9. However, we are not called upon to decide the meaning of the phrase ‘other than the business of letting out of properties’, therefore, we do not make any observation with regard thereto and keep it open to decision on an appropriate time and issue. However, this explanation clearly indicates that a commercial property whether let out or not was outside the scope of the existing provision of s. 2(ea) until amended in 1997.

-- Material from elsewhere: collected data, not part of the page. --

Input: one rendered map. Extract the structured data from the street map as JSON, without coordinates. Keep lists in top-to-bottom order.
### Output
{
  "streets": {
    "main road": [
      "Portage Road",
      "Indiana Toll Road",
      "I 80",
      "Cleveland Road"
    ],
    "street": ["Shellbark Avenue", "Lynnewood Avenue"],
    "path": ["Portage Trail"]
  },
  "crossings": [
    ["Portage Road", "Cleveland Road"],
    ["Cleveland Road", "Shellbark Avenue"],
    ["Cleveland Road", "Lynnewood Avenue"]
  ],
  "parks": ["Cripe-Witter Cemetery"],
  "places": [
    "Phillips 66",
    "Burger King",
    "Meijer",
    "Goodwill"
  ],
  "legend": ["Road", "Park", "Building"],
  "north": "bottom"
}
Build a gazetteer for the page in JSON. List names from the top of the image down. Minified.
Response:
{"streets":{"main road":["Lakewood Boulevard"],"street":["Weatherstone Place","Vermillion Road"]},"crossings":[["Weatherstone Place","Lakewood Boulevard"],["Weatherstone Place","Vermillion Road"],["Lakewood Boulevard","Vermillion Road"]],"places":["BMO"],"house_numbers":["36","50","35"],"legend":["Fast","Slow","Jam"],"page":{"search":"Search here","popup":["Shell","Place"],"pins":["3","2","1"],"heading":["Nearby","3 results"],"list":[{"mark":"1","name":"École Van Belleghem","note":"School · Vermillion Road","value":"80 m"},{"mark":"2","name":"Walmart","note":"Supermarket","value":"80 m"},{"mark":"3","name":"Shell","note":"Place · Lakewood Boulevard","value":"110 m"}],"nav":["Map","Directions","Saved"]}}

10. Thus, unless the definition of ‘net wealth’ r/w the definition of ‘asset’ as provided in s. 2(m) and s. 2(ea), respectively, includes a building let out to a tenant used for commercial purposes, the same cannot be subjected to wealth-tax. Even if the assessee had included the same in his return, that would not preclude the assessee from claiming the benefit of law. There cannot be any estoppel against statute. A property, which is not otherwise taxable, cannot become taxable because of misunderstanding or wrong understanding of law by the assessee or because of his admission or on his misapprehension. If in law an item is not taxable, no amount of admission or misapprehension can make it taxable. The taxability or the authority to impose tax is independent of admission. Neither there can be any waiver of the right by the assessee. The Department cannot rely upon any such admission or misapprehension if it is not otherwise taxable.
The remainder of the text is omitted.